*** Opening of Data for analysis ***
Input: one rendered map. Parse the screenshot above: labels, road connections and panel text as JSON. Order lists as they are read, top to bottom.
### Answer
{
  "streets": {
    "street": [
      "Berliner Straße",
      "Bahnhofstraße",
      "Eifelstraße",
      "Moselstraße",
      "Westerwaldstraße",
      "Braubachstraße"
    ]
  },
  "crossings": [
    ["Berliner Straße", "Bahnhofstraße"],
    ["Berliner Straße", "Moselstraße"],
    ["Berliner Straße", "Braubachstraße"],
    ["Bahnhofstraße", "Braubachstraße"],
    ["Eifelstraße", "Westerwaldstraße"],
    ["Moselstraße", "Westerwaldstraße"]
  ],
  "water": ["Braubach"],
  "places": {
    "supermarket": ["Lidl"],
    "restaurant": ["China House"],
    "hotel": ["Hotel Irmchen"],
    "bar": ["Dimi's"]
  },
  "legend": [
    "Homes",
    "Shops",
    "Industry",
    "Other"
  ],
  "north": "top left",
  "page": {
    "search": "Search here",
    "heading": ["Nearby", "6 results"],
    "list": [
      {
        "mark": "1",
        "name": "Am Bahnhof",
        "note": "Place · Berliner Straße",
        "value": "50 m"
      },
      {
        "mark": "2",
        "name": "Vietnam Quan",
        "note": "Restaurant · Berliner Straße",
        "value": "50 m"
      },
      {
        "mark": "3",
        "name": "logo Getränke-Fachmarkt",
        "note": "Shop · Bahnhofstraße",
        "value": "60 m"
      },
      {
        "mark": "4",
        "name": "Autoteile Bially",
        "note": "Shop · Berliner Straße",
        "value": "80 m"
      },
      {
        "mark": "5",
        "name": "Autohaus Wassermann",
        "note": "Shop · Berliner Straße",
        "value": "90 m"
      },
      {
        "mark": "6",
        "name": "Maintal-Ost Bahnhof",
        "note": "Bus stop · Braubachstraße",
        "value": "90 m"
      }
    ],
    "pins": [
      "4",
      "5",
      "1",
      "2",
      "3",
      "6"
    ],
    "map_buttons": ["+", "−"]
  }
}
*** Close of Data for analysis ***
Description of the task: Which of the lines above hold the string "name"? Copy each one.

Answer area:
        "name": "Am Bahnhof",
        "name": "Vietnam Quan",
        "name": "logo Getränke-Fachmarkt",
        "name": "Autoteile Bially",
        "name": "Autohaus Wassermann",
        "name": "Maintal-Ost Bahnhof",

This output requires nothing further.